BGH-Urteil stützt Neusser Position
Stadt-Klage gegen die Deutsche Bank läuft am Landgericht Frankfurt
Neuss. Deutsche Bank muss Kunden entschädigen. Herbe Niederlage. Ein Urteil mit Signalwirkung. Die Nachrichtenagenturen berichteten am Dienstagmorgen ausführlich über das Urteil des Bundesgerichtshofs, das auch für Neuss die beschriebene Signalwirkung zeigen könnte.
Wie das hessische Hygienetechnik-Unternehmen, das jetzt vor dem höchsten Gericht Recht erhielt und mit einer halben Million Euro Schadenersatz rechnen kann, hat auch Neuss im Streit um riskante Zinswetten gegen die Deutsche Bank geklagt. Neuss ist nicht die einzige betroffene Kommune, auch nicht die einzige, die klagt. Besonders gute Chancen aber hat die Stadt wohl, weil sie noch gesondert mit der Deutschen Bank einen Beratervertrag abgeschlossen hat.
Bei dem Neusser Geschäft betreibt die Deutsche Bank mit den dafür eingesetzten Krediten über 90 Millionen Euro aus der Stadtentwässerung Wetten auf die Zinsentwicklung: Es geht um die Differenz bei lang- und kurzfristigen Krediten. Unerwartet waren die Zinsen für kurzfristige Kredite stärker gestiegen als die auf zehn Jahre angelegten, die Spannen verflachte sich bis auf Null. Es drohten Verluste in Millionenhöhe — in Neuss wie in vielen anderen Kommunen oder städtischen Gesellschaften.
In der Stadt summierte sich das zwischenzeitlich auf bis zu 15 Millionen Euro. Schließlich entschloss sich die Verwaltung, unterstützt durch den Rat, auf Schadenersatz zu klagen. Zuvor hatte die Kanzlei Baum, Reiter und Collegen die Neusser Position gestärkt. Die Deutsche Bank habe in Neuss „schuldhaft falsch beraten“, hatte Anwalt Julius Reiter (Foto) im Herbst 2007 erklärt. Nun läuft das Verfahren, einen mündlichen Termin am Landgericht Frankfurt hat es bereits gegeben.

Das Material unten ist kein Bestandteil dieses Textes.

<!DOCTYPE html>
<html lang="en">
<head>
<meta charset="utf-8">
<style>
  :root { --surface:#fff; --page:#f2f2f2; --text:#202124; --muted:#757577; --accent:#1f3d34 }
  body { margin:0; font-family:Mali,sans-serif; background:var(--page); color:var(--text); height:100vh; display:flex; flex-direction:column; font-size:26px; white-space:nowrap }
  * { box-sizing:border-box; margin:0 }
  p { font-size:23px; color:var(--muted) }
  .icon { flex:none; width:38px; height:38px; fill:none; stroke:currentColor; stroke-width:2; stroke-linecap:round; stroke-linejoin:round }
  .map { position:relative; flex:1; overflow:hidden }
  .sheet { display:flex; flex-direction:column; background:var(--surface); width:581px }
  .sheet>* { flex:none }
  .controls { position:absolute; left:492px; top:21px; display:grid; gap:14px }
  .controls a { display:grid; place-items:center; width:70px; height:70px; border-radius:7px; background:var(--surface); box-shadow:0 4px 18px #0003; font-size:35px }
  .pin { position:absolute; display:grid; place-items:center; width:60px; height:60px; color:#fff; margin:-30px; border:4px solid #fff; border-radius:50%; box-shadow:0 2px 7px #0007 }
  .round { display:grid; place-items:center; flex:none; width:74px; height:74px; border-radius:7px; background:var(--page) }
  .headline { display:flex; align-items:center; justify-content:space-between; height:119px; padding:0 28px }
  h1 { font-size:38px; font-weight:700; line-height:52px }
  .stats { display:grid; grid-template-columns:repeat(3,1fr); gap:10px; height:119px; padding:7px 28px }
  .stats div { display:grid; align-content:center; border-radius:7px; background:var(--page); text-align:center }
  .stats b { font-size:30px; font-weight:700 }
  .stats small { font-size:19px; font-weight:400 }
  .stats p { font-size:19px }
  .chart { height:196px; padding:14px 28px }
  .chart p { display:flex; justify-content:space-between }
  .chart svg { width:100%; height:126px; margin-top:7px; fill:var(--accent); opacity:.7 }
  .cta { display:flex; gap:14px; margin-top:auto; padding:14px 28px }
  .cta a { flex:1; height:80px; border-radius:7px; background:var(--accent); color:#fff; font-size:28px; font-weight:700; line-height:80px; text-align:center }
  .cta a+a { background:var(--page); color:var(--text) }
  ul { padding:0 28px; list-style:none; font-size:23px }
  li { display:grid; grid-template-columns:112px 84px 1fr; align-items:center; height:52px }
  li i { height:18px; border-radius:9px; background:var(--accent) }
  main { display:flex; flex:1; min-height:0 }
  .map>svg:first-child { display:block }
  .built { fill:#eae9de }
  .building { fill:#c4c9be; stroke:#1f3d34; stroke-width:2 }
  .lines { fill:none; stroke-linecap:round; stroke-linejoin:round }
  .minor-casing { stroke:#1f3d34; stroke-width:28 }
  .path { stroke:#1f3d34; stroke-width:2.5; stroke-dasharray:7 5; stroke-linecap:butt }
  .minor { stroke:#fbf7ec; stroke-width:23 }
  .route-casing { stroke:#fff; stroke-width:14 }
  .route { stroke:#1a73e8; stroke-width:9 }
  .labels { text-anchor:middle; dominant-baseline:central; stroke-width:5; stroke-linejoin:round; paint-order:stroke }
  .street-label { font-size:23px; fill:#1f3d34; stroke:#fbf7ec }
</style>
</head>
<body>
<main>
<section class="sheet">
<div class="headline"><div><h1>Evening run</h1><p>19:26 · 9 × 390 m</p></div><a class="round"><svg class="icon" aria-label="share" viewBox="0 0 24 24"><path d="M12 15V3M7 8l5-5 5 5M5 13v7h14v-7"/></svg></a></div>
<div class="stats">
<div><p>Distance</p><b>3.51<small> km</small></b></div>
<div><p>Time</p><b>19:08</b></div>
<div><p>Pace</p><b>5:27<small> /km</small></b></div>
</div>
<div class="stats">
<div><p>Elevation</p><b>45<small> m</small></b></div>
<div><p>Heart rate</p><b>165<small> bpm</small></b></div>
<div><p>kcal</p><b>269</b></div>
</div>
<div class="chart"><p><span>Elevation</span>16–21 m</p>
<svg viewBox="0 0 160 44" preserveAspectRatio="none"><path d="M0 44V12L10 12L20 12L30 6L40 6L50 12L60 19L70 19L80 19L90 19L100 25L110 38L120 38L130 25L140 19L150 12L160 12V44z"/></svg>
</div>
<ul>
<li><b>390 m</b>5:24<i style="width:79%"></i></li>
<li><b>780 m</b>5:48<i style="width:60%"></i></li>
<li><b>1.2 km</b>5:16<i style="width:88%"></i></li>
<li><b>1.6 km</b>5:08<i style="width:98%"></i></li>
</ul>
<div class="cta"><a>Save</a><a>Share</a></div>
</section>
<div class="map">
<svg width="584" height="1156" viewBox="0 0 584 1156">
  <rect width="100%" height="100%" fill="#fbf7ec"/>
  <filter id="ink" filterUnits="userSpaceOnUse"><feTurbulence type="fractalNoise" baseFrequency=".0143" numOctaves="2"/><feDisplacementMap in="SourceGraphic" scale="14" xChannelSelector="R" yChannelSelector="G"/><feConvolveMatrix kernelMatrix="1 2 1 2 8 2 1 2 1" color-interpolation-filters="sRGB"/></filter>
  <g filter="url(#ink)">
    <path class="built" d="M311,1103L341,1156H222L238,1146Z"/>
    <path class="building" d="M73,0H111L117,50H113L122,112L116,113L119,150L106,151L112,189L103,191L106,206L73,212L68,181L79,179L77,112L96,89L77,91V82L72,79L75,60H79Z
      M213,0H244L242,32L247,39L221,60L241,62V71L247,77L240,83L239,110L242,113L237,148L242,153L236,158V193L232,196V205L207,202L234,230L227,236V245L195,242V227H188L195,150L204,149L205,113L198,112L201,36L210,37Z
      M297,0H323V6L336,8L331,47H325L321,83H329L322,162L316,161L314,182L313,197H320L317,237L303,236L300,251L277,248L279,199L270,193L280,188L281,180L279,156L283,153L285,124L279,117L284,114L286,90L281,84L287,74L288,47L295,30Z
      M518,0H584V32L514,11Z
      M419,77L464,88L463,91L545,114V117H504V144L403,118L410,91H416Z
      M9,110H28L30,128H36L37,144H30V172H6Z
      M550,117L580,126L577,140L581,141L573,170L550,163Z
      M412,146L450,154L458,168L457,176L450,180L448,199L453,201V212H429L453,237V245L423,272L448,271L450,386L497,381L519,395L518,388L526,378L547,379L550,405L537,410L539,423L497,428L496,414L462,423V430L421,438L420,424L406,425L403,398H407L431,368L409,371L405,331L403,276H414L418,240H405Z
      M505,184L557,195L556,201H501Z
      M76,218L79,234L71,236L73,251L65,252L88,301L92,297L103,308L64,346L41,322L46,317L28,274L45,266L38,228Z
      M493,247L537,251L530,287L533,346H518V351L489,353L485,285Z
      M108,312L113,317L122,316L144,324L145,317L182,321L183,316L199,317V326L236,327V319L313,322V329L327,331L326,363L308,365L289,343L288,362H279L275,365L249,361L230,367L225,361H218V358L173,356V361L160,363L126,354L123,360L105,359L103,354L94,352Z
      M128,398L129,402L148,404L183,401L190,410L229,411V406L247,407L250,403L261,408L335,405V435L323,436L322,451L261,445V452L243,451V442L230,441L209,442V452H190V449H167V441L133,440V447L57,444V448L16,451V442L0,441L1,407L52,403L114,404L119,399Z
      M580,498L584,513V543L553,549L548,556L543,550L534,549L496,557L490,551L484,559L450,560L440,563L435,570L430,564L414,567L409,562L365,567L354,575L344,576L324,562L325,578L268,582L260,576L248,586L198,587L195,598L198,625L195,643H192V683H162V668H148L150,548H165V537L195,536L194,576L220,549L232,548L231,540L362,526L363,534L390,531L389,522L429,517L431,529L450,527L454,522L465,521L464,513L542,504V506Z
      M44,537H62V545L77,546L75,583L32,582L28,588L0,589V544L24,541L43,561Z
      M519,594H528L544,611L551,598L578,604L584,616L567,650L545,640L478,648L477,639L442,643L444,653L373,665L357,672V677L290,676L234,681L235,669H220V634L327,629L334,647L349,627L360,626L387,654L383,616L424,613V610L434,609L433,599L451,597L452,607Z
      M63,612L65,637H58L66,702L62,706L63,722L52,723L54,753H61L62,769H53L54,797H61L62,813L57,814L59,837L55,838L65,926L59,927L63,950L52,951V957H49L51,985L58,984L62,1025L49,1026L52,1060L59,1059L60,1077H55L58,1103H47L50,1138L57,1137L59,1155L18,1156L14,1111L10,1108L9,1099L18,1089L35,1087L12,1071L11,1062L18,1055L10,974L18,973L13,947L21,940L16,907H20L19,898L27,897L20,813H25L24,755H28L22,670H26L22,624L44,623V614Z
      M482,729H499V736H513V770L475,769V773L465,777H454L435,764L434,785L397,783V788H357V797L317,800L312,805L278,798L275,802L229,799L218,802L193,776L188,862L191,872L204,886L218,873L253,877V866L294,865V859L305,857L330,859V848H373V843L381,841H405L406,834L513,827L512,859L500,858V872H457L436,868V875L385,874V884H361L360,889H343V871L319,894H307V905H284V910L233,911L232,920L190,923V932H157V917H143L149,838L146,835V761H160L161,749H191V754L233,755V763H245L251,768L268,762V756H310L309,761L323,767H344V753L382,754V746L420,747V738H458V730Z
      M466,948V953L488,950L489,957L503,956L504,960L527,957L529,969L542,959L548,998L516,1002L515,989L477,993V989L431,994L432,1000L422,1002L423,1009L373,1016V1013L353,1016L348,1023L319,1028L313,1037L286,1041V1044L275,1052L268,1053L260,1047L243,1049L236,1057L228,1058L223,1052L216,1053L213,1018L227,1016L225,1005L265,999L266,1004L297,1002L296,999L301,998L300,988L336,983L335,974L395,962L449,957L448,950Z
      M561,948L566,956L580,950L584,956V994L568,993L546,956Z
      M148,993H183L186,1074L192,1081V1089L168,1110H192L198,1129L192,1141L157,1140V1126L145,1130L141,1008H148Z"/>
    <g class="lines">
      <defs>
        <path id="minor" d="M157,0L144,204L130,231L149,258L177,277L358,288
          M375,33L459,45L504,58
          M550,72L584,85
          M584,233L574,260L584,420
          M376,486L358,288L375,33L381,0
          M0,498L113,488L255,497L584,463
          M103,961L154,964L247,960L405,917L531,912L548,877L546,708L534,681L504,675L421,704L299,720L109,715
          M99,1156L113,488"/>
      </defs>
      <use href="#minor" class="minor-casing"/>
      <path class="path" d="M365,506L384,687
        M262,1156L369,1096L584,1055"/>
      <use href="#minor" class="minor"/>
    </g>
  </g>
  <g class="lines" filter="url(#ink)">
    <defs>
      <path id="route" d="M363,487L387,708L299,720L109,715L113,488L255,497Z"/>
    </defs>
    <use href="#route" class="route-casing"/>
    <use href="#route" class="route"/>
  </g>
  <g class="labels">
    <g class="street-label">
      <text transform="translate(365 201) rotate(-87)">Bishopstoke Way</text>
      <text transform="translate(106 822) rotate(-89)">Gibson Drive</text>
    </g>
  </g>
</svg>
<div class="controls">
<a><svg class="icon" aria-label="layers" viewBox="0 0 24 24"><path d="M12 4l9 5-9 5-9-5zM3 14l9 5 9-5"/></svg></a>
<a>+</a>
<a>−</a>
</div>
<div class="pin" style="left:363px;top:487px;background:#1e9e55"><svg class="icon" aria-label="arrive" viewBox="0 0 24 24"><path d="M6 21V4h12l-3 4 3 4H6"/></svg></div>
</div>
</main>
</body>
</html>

Durch das BGH-Urteil und die Begründung kann sich die Stadt in ihrer Position bestätigt fühlen: Die Bank, so betonte der Vorsitzende Richter Ulrich Wiechers am Dienstag, hätte auf einen „schwerwiegenden Interessenkonflikt“ hinweisen müssen: Für die Bank sei das Geschäft nur profitabel, wenn die Wette zum Nachteil des Kunden ausgeht. Die Bank habe „die Risikostruktur des Geschäfts bewusst zulasten des Kunden und zu ihrem Vorteil gestaltet, um das Risiko gewinnbringend zu verkaufen“, so der Richter weiter.
In Neuss läuft das bis 2013 abgeschlossene Geschäft seit 2005. Seit einiger Zeit werden die bereits an die Bank gezahlten Millionen durch „Gewinne“ aus dem Wettgeschäft teilweise kompensiert. Bei etwa 6 Millionen Euro liegt derzeit der Verlust, und die Stadt klagt auf vollen Schadenersatz. Wie immer gibt es zu dem Verfahren von Kämmerer Frank Gensler keinen Kommentar. Dass man sich im Rathaus gefreut hat, ist anzunehmen.